*The task*
Only the lines from the start of the data through the line with "Annotation task. Extract" belong in the copy. Restate them word for word, minus the pictures.

*Input records*
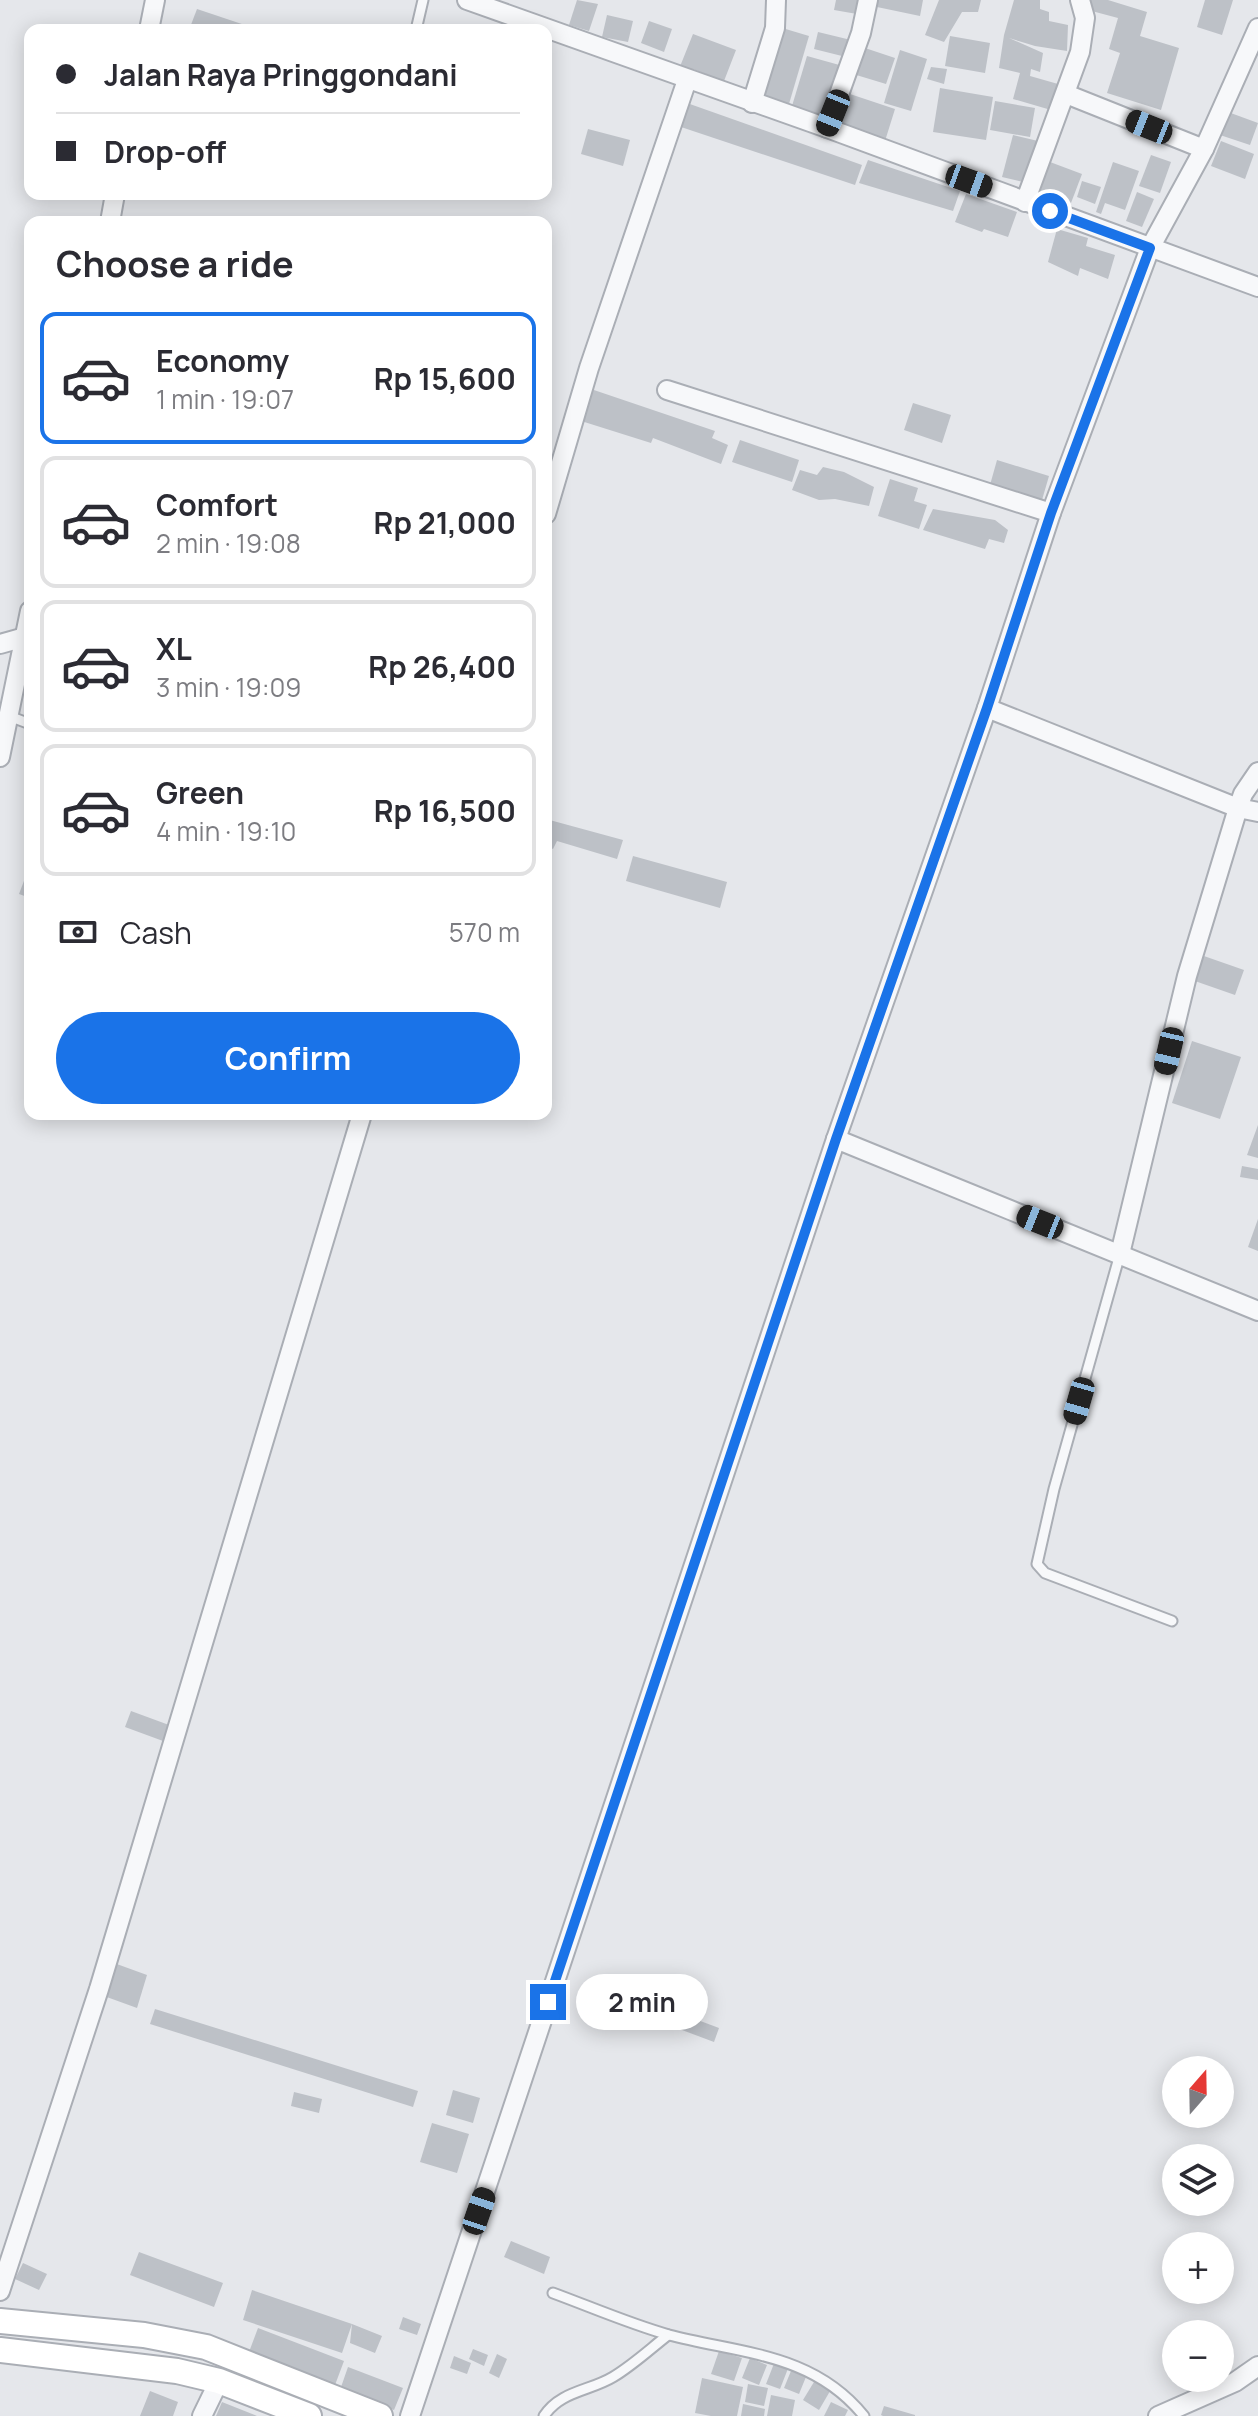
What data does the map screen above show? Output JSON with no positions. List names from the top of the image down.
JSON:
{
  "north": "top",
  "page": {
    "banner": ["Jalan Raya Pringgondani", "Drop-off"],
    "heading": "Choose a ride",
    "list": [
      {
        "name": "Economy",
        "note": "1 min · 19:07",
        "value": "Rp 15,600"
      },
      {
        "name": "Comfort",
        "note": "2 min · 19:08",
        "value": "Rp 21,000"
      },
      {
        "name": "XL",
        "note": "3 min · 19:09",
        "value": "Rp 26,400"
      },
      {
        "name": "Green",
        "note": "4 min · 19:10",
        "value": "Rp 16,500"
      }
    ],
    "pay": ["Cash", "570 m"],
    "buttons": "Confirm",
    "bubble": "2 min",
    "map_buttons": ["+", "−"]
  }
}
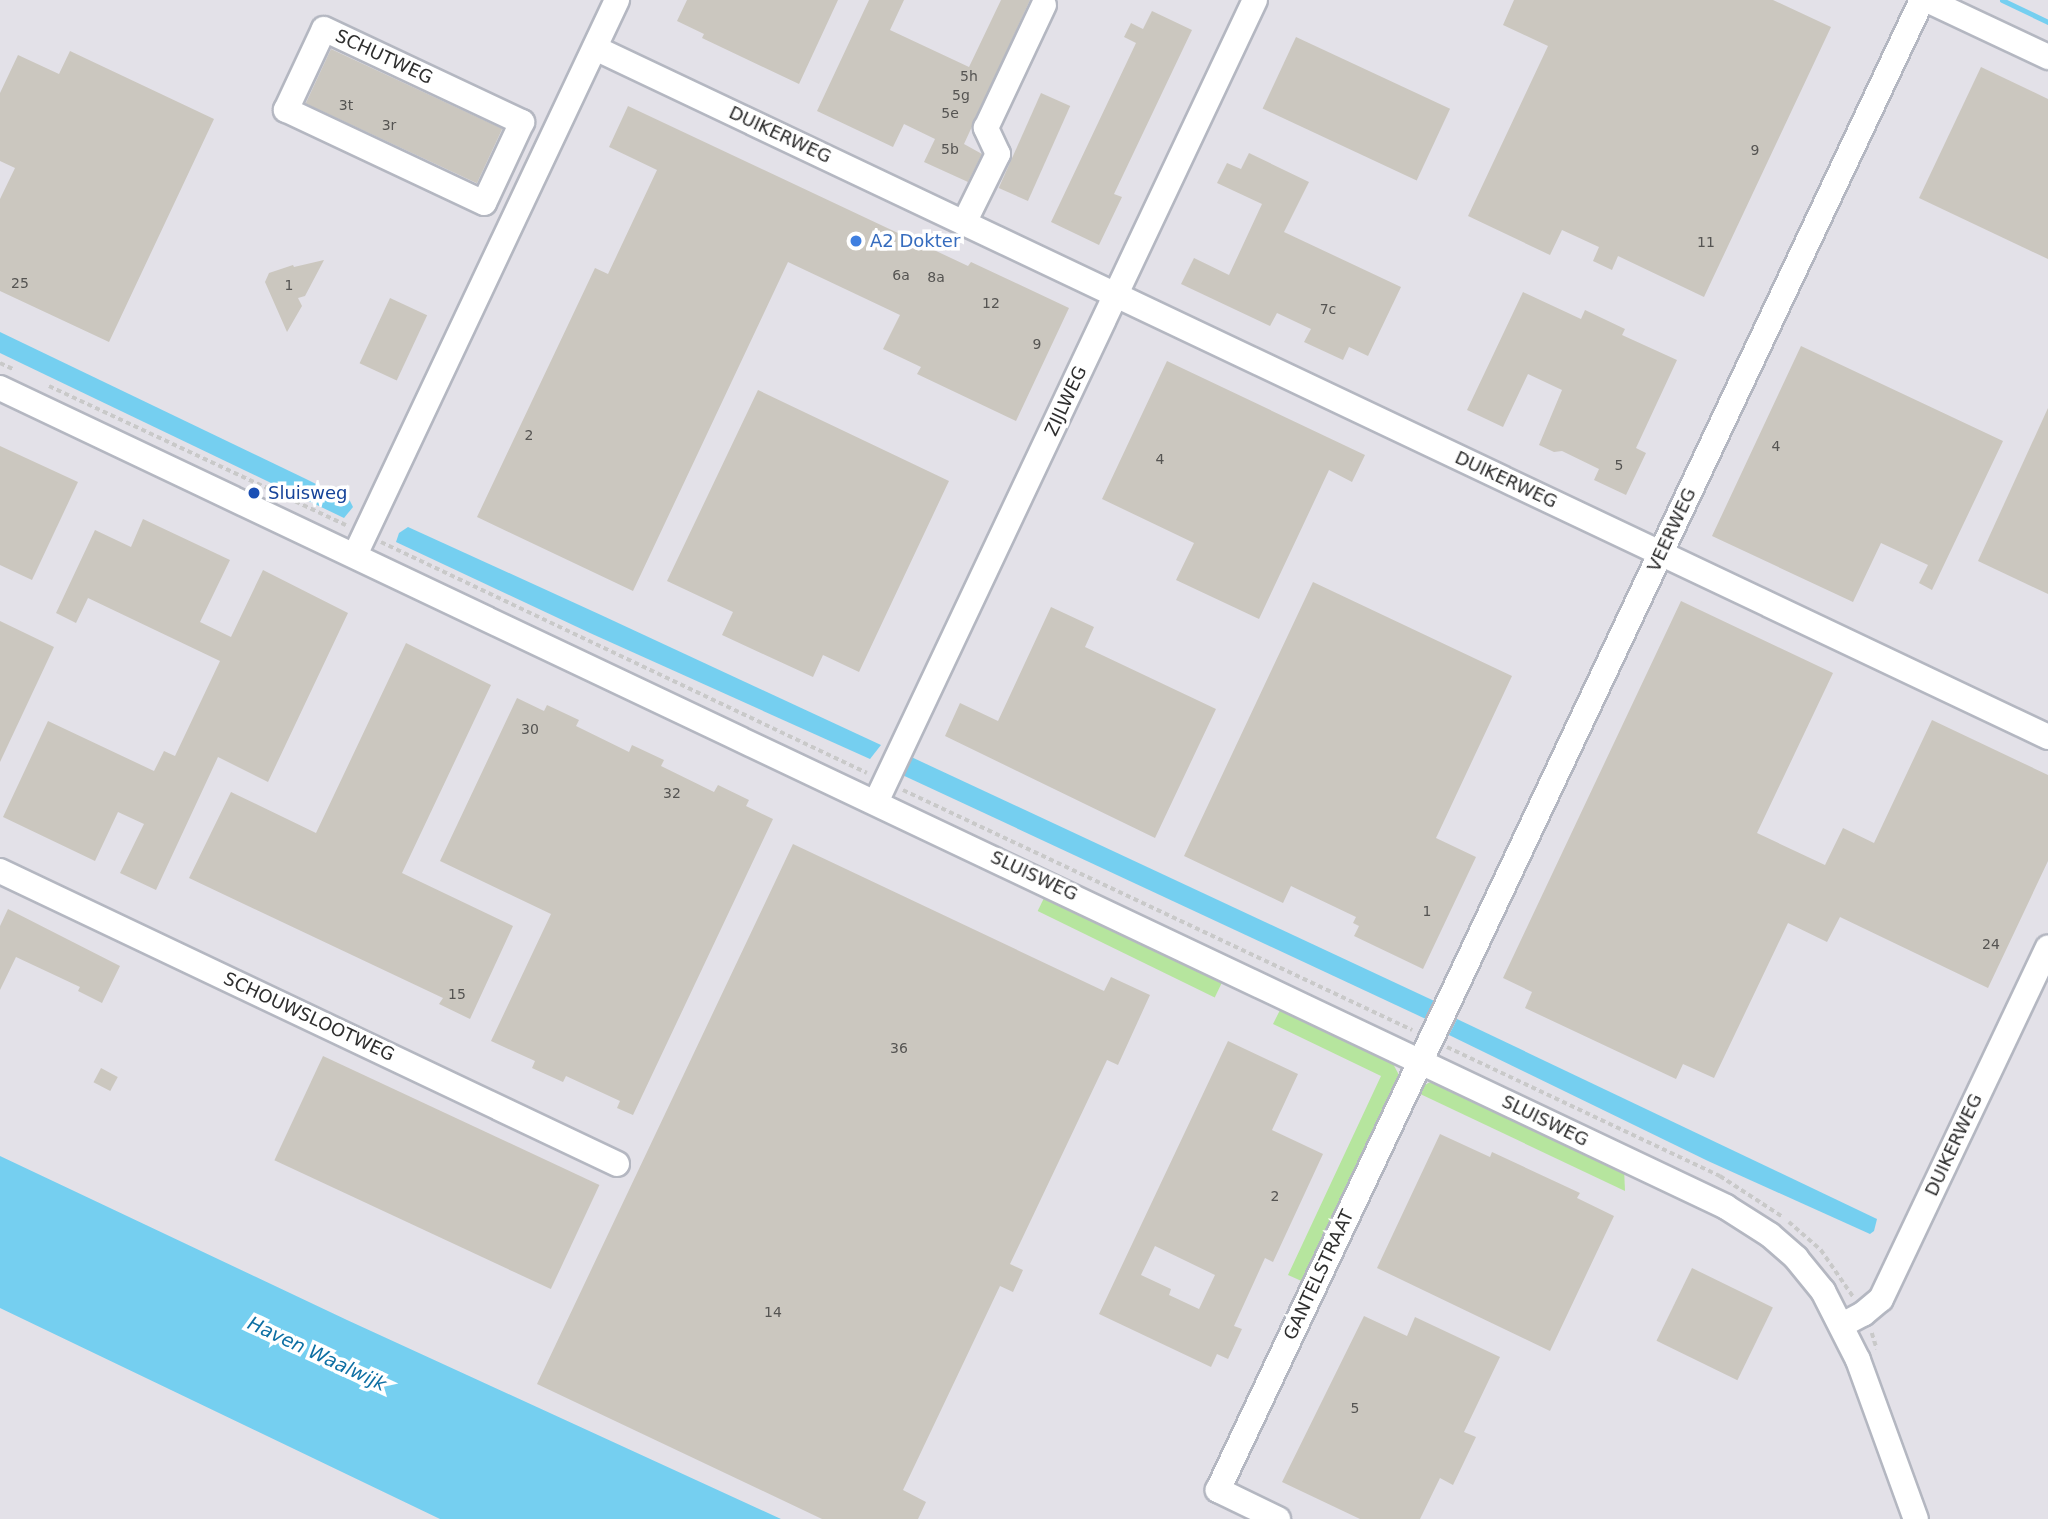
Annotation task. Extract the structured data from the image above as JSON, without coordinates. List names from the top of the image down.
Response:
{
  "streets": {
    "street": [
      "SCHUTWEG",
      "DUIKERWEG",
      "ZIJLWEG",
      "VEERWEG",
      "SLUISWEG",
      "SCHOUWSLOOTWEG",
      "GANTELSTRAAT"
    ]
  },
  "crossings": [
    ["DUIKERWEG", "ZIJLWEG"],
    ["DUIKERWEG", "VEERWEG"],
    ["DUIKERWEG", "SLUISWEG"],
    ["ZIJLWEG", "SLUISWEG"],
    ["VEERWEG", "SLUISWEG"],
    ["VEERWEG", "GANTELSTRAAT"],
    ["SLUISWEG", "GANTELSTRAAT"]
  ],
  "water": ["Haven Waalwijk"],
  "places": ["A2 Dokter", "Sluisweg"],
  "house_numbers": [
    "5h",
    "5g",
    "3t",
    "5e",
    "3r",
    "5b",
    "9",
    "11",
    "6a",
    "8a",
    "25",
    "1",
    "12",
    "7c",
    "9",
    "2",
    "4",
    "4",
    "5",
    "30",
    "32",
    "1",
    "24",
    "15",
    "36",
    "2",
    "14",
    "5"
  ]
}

*Exercise output*
What data does the map screen above show? Output JSON with no positions. List names from the top of the image down.
JSON:
{
  "north": "top",
  "page": {
    "banner": ["Jalan Raya Pringgondani", "Drop-off"],
    "heading": "Choose a ride",
    "list": [
      {
        "name": "Economy",
        "note": "1 min · 19:07",
        "value": "Rp 15,600"
      },
      {
        "name": "Comfort",
        "note": "2 min · 19:08",
        "value": "Rp 21,000"
      },
      {
        "name": "XL",
        "note": "3 min · 19:09",
        "value": "Rp 26,400"
      },
      {
        "name": "Green",
        "note": "4 min · 19:10",
        "value": "Rp 16,500"
      }
    ],
    "pay": ["Cash", "570 m"],
    "buttons": "Confirm",
    "bubble": "2 min",
    "map_buttons": ["+", "−"]
  }
}
Annotation task. Extract the structured data from the image above as JSON, without coordinates. List names from the top of the image down.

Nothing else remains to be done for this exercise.